What needs to be done:
Lines with the word "buttons": copy all of them from the entries below.

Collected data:
=== Begin Enclosure ===

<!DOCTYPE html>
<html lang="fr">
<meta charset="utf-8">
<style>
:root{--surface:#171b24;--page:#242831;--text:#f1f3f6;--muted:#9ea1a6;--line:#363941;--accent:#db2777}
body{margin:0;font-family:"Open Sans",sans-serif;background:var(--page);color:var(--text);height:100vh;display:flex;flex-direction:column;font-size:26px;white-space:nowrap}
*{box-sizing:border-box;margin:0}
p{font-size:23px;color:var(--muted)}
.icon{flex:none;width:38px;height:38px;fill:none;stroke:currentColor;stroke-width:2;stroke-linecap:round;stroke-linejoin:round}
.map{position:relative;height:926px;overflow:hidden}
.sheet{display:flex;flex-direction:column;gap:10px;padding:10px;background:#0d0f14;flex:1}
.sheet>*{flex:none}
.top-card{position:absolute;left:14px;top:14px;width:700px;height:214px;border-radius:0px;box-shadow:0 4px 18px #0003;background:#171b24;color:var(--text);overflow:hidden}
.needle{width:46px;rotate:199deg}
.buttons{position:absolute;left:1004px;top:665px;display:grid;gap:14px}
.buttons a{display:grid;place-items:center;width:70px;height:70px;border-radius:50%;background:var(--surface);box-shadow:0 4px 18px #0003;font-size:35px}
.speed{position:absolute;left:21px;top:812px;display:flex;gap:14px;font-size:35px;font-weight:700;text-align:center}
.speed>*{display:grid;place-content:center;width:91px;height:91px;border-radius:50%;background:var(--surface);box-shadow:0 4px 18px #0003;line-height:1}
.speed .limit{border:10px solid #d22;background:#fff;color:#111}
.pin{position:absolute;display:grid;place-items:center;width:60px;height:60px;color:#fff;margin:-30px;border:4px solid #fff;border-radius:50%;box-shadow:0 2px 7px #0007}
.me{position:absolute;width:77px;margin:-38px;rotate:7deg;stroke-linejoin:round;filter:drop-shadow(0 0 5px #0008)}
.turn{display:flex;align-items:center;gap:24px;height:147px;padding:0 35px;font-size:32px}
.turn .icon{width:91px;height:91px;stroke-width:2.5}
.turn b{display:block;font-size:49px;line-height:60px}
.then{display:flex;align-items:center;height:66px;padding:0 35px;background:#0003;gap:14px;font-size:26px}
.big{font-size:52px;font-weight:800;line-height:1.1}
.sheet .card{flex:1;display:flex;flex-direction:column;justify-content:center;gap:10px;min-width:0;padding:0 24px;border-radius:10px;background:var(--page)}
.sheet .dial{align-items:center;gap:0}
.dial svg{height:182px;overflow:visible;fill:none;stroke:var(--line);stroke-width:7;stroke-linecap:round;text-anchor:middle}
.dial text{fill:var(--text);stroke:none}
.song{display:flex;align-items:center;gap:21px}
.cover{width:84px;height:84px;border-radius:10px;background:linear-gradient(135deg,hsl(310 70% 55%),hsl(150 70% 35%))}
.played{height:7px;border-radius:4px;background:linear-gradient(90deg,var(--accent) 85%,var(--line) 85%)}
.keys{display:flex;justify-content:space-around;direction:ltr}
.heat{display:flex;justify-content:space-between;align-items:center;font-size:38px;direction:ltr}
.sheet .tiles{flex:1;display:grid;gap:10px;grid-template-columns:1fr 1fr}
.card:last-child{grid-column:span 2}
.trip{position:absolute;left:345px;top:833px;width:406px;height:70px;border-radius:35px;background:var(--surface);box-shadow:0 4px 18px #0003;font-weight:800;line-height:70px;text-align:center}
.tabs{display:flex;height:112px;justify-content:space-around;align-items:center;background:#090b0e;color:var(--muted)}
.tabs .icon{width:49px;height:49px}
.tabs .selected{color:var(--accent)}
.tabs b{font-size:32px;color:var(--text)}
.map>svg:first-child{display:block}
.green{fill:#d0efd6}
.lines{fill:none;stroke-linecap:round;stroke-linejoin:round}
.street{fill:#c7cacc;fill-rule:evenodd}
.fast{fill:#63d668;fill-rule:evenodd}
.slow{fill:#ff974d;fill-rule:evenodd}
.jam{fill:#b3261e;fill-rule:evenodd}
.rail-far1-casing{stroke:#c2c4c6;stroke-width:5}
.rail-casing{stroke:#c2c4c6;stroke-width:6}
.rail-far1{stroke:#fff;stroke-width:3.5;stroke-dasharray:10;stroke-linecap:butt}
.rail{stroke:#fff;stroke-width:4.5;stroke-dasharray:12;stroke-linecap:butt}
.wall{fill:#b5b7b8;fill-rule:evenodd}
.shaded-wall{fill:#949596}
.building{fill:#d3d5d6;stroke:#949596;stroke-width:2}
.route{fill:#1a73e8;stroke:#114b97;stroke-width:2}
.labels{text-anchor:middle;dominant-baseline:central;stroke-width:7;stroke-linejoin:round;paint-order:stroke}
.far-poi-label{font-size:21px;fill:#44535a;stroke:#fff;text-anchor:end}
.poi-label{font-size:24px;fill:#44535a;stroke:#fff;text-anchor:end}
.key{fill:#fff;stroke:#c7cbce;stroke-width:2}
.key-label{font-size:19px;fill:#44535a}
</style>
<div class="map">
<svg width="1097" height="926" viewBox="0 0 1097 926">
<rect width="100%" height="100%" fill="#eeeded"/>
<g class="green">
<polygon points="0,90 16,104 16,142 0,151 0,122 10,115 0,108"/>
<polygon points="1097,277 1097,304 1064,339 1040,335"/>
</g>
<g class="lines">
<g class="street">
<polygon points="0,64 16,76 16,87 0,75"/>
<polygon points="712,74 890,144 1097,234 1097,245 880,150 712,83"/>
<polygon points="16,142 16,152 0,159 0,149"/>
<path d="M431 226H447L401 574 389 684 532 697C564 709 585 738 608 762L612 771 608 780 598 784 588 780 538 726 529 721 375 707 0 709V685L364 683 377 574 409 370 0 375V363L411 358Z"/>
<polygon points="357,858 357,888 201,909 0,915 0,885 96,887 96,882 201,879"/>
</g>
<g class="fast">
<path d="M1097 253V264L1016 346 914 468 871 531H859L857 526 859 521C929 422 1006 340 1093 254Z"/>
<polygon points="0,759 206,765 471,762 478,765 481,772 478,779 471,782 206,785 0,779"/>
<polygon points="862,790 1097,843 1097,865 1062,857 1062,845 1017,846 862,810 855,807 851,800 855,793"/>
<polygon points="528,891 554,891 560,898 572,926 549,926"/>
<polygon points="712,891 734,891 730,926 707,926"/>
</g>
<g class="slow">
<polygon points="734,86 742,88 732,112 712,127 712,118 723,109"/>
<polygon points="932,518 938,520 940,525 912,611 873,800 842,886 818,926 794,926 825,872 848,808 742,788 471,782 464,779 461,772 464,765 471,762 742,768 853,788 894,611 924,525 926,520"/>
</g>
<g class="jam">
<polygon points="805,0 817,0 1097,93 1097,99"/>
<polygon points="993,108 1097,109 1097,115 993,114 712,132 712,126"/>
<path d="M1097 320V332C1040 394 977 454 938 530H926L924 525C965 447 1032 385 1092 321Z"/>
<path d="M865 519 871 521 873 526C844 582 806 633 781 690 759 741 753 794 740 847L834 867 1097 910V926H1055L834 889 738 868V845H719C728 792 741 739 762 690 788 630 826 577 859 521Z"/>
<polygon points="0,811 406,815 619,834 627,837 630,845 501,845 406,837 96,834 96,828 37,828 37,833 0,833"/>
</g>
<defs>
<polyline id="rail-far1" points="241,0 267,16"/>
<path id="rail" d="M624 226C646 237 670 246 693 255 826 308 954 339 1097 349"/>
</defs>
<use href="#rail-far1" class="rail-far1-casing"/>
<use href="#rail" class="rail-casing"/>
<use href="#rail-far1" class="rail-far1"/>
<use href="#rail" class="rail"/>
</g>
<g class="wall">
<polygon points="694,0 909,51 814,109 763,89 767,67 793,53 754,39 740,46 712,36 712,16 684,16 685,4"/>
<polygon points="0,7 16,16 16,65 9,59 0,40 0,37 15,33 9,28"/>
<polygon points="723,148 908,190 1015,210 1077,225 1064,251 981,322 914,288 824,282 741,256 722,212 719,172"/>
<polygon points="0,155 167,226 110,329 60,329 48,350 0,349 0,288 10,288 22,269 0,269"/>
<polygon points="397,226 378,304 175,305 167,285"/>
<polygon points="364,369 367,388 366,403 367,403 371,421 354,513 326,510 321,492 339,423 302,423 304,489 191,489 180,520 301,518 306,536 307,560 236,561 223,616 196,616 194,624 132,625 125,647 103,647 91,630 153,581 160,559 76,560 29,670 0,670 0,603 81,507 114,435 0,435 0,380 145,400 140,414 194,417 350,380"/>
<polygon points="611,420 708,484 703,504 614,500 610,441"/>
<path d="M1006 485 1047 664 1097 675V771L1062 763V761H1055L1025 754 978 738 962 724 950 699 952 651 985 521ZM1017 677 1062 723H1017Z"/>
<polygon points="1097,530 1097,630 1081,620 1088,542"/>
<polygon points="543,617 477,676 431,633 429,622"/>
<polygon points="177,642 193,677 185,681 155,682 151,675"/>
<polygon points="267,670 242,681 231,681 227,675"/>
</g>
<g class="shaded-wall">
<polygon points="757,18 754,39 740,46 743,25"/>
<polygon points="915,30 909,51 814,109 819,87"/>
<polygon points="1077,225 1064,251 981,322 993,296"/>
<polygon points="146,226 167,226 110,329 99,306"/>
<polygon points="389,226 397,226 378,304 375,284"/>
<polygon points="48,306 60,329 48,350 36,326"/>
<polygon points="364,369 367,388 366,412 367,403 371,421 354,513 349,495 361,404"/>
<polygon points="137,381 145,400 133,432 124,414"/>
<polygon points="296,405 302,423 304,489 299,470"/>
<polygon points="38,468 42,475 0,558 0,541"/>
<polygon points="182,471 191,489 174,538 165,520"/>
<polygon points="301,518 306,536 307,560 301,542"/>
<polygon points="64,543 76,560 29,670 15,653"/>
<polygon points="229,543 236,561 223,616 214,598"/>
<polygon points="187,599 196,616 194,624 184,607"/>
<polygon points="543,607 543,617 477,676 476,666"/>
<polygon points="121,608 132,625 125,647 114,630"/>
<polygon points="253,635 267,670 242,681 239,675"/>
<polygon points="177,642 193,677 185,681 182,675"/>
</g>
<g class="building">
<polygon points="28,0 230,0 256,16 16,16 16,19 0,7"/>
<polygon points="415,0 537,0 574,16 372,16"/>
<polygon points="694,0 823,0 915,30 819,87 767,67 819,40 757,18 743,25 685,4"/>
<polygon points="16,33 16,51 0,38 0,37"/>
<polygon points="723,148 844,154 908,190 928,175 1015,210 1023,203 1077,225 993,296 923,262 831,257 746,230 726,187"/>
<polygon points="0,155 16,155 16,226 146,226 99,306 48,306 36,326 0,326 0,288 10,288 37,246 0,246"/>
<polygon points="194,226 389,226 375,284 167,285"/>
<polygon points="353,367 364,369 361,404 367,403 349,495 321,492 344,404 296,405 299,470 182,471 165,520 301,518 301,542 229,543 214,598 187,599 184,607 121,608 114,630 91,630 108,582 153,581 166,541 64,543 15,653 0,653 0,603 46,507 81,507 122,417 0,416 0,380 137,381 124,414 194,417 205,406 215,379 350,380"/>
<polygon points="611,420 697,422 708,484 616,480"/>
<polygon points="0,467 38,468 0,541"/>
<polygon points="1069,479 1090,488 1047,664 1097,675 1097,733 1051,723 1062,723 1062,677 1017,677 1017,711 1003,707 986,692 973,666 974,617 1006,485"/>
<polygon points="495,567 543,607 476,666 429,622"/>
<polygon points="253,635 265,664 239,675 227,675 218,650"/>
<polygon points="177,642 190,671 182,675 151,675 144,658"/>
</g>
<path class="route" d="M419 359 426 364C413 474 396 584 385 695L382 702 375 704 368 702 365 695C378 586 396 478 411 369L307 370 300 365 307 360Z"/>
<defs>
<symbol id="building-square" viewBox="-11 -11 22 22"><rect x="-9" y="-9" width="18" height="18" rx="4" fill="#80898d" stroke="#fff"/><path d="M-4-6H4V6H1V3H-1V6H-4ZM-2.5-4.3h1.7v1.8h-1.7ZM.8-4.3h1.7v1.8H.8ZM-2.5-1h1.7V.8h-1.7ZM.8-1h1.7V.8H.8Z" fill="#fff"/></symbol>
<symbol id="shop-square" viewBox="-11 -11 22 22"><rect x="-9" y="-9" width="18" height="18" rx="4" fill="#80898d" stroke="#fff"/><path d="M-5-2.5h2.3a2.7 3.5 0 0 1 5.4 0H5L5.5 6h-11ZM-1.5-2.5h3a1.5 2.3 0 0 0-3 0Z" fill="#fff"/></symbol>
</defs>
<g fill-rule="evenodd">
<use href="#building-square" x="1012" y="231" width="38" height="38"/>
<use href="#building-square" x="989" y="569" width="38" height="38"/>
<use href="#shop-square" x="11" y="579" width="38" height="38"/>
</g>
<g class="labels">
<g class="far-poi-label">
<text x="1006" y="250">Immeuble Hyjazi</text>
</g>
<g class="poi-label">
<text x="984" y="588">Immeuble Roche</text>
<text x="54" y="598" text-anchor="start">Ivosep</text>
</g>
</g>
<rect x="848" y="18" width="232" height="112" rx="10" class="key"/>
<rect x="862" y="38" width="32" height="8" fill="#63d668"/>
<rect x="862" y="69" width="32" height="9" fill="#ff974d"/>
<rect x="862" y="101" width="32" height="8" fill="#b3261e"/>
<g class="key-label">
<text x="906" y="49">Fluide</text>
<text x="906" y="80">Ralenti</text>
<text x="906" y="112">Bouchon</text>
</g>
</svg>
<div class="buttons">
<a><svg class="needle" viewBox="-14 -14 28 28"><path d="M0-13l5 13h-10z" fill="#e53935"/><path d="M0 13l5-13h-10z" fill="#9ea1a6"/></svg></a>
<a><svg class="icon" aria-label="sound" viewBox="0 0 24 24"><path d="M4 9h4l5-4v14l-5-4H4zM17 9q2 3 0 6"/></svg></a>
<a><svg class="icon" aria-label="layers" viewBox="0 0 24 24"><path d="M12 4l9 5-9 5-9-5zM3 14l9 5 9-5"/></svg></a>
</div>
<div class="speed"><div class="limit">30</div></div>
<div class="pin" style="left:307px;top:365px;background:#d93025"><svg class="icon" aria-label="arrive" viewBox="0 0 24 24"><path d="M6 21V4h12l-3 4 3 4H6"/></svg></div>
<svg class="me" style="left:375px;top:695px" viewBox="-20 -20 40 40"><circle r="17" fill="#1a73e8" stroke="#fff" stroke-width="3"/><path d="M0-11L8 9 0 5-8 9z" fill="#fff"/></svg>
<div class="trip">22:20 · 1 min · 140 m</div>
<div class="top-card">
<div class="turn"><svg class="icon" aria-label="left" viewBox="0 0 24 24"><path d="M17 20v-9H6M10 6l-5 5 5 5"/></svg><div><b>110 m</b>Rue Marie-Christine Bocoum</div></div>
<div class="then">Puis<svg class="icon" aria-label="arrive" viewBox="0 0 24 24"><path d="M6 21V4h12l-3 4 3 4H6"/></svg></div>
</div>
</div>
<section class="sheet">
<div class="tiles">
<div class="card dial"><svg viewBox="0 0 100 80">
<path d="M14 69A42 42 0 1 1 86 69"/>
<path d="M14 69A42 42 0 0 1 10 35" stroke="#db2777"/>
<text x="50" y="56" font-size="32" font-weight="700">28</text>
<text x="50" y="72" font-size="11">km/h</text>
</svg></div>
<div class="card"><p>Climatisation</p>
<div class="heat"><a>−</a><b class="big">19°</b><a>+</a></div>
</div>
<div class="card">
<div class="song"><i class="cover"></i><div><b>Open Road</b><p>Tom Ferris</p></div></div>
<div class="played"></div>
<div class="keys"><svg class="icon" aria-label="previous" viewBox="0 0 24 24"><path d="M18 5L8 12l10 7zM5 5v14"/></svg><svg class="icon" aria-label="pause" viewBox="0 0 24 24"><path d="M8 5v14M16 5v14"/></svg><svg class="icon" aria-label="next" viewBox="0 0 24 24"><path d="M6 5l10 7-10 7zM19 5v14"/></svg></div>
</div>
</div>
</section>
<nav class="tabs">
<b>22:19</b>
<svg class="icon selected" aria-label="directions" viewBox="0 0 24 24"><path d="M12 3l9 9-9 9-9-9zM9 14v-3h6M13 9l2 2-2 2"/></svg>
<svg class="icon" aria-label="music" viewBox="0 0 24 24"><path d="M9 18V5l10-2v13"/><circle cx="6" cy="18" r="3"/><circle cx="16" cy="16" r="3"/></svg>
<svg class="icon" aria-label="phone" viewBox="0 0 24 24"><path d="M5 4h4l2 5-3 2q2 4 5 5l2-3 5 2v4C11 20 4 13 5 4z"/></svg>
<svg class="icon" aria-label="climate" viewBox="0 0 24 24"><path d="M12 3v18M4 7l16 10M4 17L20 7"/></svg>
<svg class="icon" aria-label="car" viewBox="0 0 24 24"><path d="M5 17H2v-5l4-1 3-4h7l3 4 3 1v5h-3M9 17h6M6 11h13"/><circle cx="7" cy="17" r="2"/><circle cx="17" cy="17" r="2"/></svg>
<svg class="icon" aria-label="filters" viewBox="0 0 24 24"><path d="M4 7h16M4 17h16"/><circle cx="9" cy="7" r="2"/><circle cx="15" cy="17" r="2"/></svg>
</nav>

=== End Enclosure ===

Response box:
.buttons{position:absolute;left:1004px;top:665px;display:grid;gap:14px}
.buttons a{display:grid;place-items:center;width:70px;height:70px;border-radius:50%;background:var(--surface);box-shadow:0 4px 18px #0003;font-size:35px}
<div class="buttons">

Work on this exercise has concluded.